YOUR INSTRUCTIONS:
In full and without change, return each entry.

[[ LISTED RECORDS open ]]

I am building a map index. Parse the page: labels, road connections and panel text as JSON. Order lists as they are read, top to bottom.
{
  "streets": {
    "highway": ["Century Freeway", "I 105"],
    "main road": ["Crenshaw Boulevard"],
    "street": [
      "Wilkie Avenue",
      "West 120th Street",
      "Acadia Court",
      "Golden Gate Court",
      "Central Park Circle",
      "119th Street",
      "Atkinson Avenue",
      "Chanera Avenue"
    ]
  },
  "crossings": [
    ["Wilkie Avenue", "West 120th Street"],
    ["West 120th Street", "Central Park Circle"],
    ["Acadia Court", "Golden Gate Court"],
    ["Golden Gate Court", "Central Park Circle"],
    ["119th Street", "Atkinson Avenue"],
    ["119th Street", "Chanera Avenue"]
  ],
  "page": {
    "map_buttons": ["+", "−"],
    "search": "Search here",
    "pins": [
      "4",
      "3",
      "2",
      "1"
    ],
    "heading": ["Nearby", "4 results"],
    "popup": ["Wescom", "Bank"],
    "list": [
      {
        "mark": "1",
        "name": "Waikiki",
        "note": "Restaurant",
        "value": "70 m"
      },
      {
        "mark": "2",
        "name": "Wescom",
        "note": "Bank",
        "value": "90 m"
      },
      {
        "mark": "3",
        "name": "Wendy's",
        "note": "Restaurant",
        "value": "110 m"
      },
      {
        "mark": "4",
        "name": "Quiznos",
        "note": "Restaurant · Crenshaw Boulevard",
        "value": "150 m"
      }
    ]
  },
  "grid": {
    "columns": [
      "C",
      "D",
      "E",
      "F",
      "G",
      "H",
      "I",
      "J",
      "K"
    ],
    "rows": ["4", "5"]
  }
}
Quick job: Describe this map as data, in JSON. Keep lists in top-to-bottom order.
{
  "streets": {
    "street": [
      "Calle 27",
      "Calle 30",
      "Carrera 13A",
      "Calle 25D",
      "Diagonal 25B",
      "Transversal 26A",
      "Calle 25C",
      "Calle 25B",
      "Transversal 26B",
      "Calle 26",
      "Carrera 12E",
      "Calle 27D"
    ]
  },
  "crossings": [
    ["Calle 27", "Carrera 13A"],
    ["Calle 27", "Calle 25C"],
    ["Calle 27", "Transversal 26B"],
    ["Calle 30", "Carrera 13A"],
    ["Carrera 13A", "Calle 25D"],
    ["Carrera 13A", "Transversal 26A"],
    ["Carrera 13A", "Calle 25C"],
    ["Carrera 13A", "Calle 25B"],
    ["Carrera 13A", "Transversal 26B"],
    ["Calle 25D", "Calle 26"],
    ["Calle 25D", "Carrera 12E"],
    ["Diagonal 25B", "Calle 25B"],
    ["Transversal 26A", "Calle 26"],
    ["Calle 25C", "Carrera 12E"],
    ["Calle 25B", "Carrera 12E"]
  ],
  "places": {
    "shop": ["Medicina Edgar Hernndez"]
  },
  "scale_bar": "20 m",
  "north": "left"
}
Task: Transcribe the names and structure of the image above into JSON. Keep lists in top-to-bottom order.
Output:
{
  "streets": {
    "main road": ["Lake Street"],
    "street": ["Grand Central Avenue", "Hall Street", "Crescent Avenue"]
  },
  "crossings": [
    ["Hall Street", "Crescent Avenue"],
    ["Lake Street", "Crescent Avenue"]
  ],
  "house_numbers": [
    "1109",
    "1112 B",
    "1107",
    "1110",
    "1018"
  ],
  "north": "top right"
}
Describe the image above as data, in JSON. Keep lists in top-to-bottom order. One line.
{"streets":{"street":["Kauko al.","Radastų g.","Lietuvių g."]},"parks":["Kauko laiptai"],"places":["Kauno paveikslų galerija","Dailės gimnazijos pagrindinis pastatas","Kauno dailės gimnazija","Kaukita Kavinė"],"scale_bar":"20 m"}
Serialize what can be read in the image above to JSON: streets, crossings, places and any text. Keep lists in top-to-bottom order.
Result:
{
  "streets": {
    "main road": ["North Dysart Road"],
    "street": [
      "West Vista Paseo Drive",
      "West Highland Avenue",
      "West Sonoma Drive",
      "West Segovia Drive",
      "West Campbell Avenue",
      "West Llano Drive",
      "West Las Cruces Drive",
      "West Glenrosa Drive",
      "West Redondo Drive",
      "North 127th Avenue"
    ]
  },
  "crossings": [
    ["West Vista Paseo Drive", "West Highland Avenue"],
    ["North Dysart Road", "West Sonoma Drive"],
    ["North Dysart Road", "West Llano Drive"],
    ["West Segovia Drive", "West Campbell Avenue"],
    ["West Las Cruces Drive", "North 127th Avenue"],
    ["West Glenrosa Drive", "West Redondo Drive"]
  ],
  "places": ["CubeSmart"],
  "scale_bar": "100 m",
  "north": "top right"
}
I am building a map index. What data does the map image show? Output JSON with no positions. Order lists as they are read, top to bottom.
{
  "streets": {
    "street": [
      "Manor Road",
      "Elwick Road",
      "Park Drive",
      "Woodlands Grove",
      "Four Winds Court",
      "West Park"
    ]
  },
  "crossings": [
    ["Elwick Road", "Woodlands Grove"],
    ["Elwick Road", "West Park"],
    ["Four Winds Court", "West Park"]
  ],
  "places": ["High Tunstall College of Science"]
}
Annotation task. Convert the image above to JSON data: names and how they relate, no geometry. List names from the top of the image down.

[[ LISTED RECORDS closed ]]

TASK ANSWER:
I am building a map index. Parse the page: labels, road connections and panel text as JSON. Order lists as they are read, top to bottom.
{
  "streets": {
    "highway": ["Century Freeway", "I 105"],
    "main road": ["Crenshaw Boulevard"],
    "street": [
      "Wilkie Avenue",
      "West 120th Street",
      "Acadia Court",
      "Golden Gate Court",
      "Central Park Circle",
      "119th Street",
      "Atkinson Avenue",
      "Chanera Avenue"
    ]
  },
  "crossings": [
    ["Wilkie Avenue", "West 120th Street"],
    ["West 120th Street", "Central Park Circle"],
    ["Acadia Court", "Golden Gate Court"],
    ["Golden Gate Court", "Central Park Circle"],
    ["119th Street", "Atkinson Avenue"],
    ["119th Street", "Chanera Avenue"]
  ],
  "page": {
    "map_buttons": ["+", "−"],
    "search": "Search here",
    "pins": [
      "4",
      "3",
      "2",
      "1"
    ],
    "heading": ["Nearby", "4 results"],
    "popup": ["Wescom", "Bank"],
    "list": [
      {
        "mark": "1",
        "name": "Waikiki",
        "note": "Restaurant",
        "value": "70 m"
      },
      {
        "mark": "2",
        "name": "Wescom",
        "note": "Bank",
        "value": "90 m"
      },
      {
        "mark": "3",
        "name": "Wendy's",
        "note": "Restaurant",
        "value": "110 m"
      },
      {
        "mark": "4",
        "name": "Quiznos",
        "note": "Restaurant · Crenshaw Boulevard",
        "value": "150 m"
      }
    ]
  },
  "grid": {
    "columns": [
      "C",
      "D",
      "E",
      "F",
      "G",
      "H",
      "I",
      "J",
      "K"
    ],
    "rows": ["4", "5"]
  }
}
Quick job: Describe this map as data, in JSON. Keep lists in top-to-bottom order.
{
  "streets": {
    "street": [
      "Calle 27",
      "Calle 30",
      "Carrera 13A",
      "Calle 25D",
      "Diagonal 25B",
      "Transversal 26A",
      "Calle 25C",
      "Calle 25B",
      "Transversal 26B",
      "Calle 26",
      "Carrera 12E",
      "Calle 27D"
    ]
  },
  "crossings": [
    ["Calle 27", "Carrera 13A"],
    ["Calle 27", "Calle 25C"],
    ["Calle 27", "Transversal 26B"],
    ["Calle 30", "Carrera 13A"],
    ["Carrera 13A", "Calle 25D"],
    ["Carrera 13A", "Transversal 26A"],
    ["Carrera 13A", "Calle 25C"],
    ["Carrera 13A", "Calle 25B"],
    ["Carrera 13A", "Transversal 26B"],
    ["Calle 25D", "Calle 26"],
    ["Calle 25D", "Carrera 12E"],
    ["Diagonal 25B", "Calle 25B"],
    ["Transversal 26A", "Calle 26"],
    ["Calle 25C", "Carrera 12E"],
    ["Calle 25B", "Carrera 12E"]
  ],
  "places": {
    "shop": ["Medicina Edgar Hernndez"]
  },
  "scale_bar": "20 m",
  "north": "left"
}
Task: Transcribe the names and structure of the image above into JSON. Keep lists in top-to-bottom order.
Output:
{
  "streets": {
    "main road": ["Lake Street"],
    "street": ["Grand Central Avenue", "Hall Street", "Crescent Avenue"]
  },
  "crossings": [
    ["Hall Street", "Crescent Avenue"],
    ["Lake Street", "Crescent Avenue"]
  ],
  "house_numbers": [
    "1109",
    "1112 B",
    "1107",
    "1110",
    "1018"
  ],
  "north": "top right"
}
Describe the image above as data, in JSON. Keep lists in top-to-bottom order. One line.
{"streets":{"street":["Kauko al.","Radastų g.","Lietuvių g."]},"parks":["Kauko laiptai"],"places":["Kauno paveikslų galerija","Dailės gimnazijos pagrindinis pastatas","Kauno dailės gimnazija","Kaukita Kavinė"],"scale_bar":"20 m"}
Serialize what can be read in the image above to JSON: streets, crossings, places and any text. Keep lists in top-to-bottom order.
Result:
{
  "streets": {
    "main road": ["North Dysart Road"],
    "street": [
      "West Vista Paseo Drive",
      "West Highland Avenue",
      "West Sonoma Drive",
      "West Segovia Drive",
      "West Campbell Avenue",
      "West Llano Drive",
      "West Las Cruces Drive",
      "West Glenrosa Drive",
      "West Redondo Drive",
      "North 127th Avenue"
    ]
  },
  "crossings": [
    ["West Vista Paseo Drive", "West Highland Avenue"],
    ["North Dysart Road", "West Sonoma Drive"],
    ["North Dysart Road", "West Llano Drive"],
    ["West Segovia Drive", "West Campbell Avenue"],
    ["West Las Cruces Drive", "North 127th Avenue"],
    ["West Glenrosa Drive", "West Redondo Drive"]
  ],
  "places": ["CubeSmart"],
  "scale_bar": "100 m",
  "north": "top right"
}
I am building a map index. What data does the map image show? Output JSON with no positions. Order lists as they are read, top to bottom.
{
  "streets": {
    "street": [
      "Manor Road",
      "Elwick Road",
      "Park Drive",
      "Woodlands Grove",
      "Four Winds Court",
      "West Park"
    ]
  },
  "crossings": [
    ["Elwick Road", "Woodlands Grove"],
    ["Elwick Road", "West Park"],
    ["Four Winds Court", "West Park"]
  ],
  "places": ["High Tunstall College of Science"]
}
Annotation task. Convert the image above to JSON data: names and how they relate, no geometry. List names from the top of the image down.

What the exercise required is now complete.